Top of INFORMATION

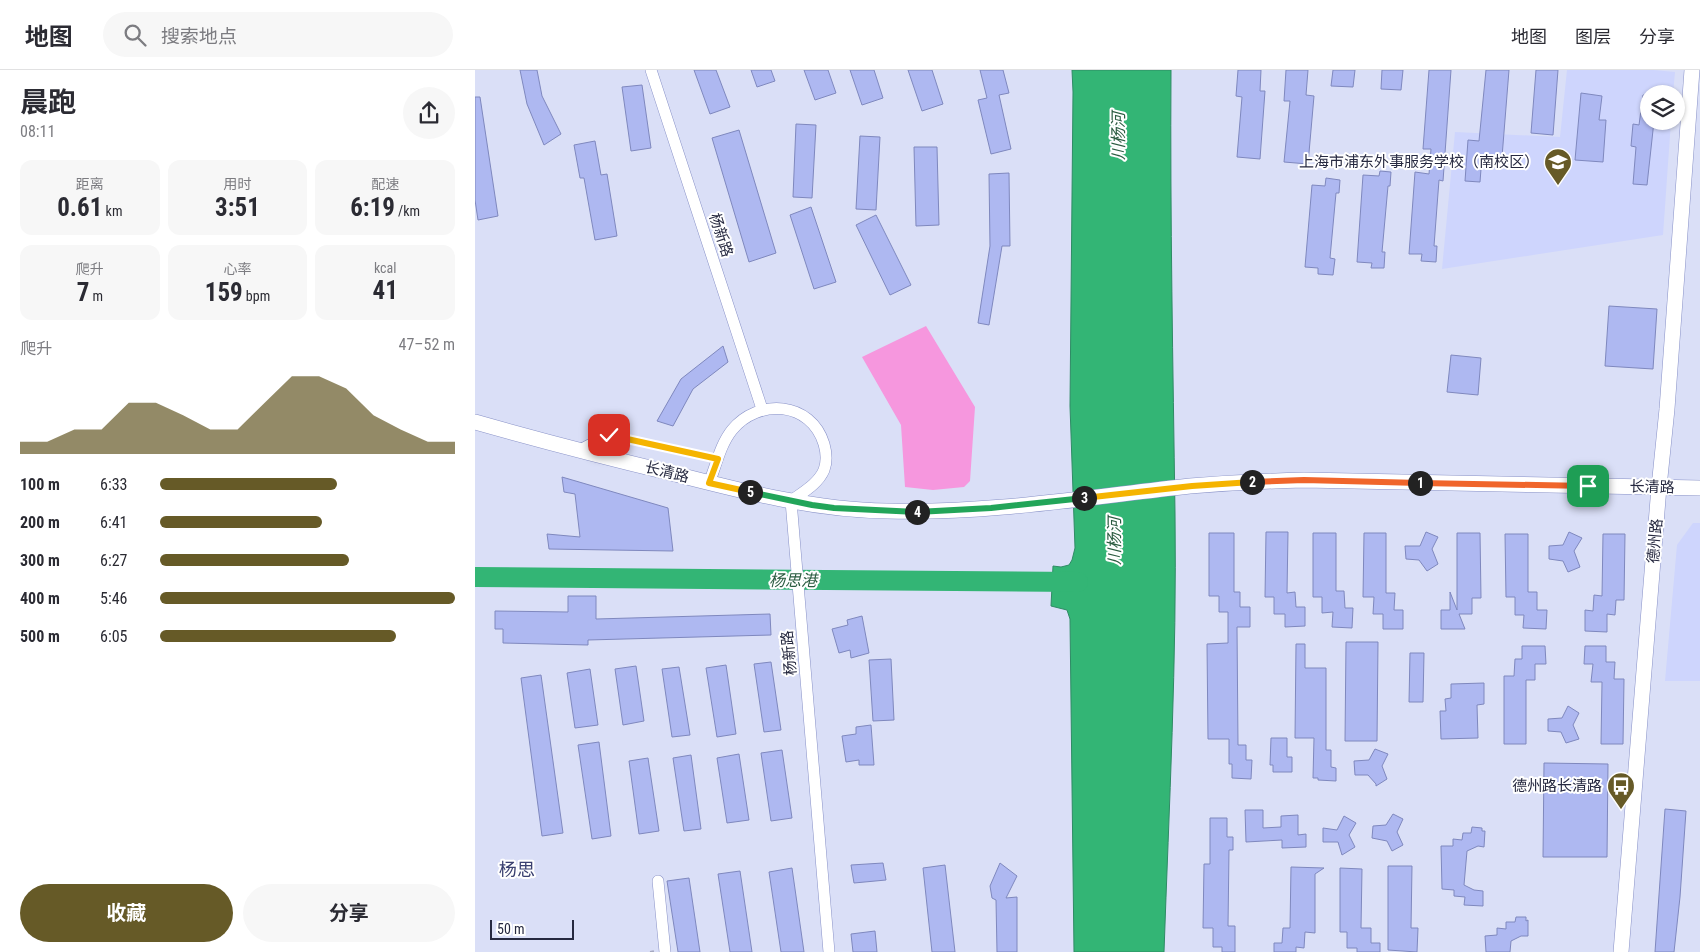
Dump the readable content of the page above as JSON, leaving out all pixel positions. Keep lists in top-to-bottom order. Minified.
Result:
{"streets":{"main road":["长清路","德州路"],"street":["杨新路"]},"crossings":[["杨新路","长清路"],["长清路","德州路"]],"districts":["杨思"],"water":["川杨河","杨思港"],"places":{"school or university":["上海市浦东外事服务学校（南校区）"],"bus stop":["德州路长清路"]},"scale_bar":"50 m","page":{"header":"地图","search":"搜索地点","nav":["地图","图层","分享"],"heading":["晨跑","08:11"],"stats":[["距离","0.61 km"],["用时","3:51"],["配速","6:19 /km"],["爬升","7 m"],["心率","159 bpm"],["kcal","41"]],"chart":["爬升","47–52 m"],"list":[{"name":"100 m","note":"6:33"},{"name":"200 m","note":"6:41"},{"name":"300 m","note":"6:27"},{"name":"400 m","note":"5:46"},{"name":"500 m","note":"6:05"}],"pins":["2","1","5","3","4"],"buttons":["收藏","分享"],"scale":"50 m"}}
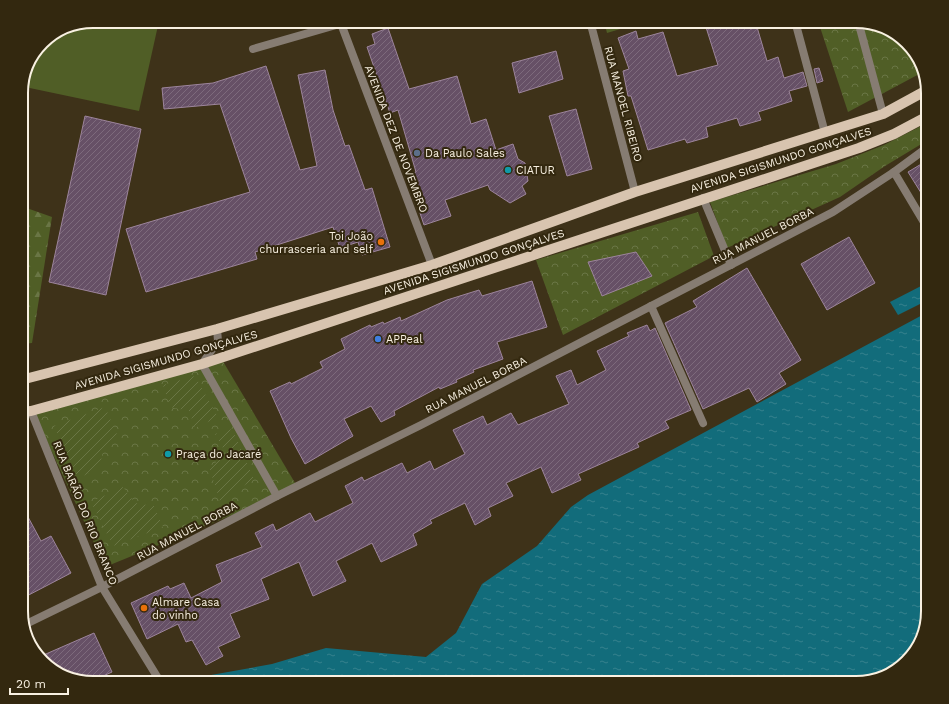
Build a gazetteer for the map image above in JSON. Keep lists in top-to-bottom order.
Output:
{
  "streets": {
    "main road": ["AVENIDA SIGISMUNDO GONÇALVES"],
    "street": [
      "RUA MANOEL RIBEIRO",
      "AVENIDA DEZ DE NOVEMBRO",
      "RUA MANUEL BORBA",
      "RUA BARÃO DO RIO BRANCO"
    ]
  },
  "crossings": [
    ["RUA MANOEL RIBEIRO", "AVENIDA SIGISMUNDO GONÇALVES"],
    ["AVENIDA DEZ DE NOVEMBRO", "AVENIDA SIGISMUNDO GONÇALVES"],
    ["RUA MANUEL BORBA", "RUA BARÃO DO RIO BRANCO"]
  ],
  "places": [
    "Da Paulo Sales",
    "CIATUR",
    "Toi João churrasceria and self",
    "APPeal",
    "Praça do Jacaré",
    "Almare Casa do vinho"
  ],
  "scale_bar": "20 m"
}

Bottom of INFORMATION
Top of INFORMATION

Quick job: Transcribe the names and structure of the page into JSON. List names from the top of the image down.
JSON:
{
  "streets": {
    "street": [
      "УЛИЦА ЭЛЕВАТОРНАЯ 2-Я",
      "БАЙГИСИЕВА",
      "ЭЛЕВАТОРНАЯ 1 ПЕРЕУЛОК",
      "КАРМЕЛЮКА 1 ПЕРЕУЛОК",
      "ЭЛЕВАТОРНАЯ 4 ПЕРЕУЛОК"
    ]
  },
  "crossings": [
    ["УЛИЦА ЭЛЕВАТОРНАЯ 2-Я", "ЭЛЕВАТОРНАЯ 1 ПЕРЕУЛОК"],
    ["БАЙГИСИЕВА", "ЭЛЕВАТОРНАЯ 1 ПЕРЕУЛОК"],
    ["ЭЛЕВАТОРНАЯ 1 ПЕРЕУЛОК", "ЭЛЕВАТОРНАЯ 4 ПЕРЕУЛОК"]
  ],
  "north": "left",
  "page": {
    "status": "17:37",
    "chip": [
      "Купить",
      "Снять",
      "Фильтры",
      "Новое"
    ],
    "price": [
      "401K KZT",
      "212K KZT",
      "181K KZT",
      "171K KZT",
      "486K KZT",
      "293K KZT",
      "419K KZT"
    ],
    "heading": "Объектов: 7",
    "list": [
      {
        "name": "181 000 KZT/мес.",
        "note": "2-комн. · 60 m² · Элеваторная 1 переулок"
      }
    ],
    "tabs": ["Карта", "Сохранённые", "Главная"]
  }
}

Bottom of INFORMATION

EXERCISE DETAILS ▸
Please find the lines in the data that contain the word "image" and copy them.

TASK ANSWER ▸
Build a gazetteer for the map image above in JSON. Keep lists in top-to-bottom order.
Quick job: Transcribe the names and structure of the page into JSON. List names from the top of the image down.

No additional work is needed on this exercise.